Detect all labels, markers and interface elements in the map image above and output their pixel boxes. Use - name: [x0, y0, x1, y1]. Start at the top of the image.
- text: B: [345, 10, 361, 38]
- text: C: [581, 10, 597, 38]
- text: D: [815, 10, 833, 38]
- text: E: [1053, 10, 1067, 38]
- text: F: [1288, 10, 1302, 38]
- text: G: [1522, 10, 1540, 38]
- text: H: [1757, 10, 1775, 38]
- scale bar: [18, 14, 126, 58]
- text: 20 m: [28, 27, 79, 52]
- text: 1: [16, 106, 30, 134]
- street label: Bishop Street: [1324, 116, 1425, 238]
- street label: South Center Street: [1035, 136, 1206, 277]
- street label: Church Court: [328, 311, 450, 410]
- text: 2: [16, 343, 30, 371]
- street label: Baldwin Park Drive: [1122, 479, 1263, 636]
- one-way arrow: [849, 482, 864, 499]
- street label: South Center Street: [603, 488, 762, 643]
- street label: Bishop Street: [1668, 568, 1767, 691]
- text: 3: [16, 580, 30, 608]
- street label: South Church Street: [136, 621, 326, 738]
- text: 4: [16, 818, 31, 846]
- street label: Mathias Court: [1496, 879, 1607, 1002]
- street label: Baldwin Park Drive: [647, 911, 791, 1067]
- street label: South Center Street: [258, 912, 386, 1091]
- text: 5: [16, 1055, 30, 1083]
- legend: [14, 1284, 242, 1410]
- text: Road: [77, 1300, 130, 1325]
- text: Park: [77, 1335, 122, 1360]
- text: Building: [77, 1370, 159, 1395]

*****

• WHAT IS BEING ASKED
When a line in the listing has the word "Church", return that line.

• ANSWER BOX
- street label: Church Court: [328, 311, 450, 410]
- street label: South Church Street: [136, 621, 326, 738]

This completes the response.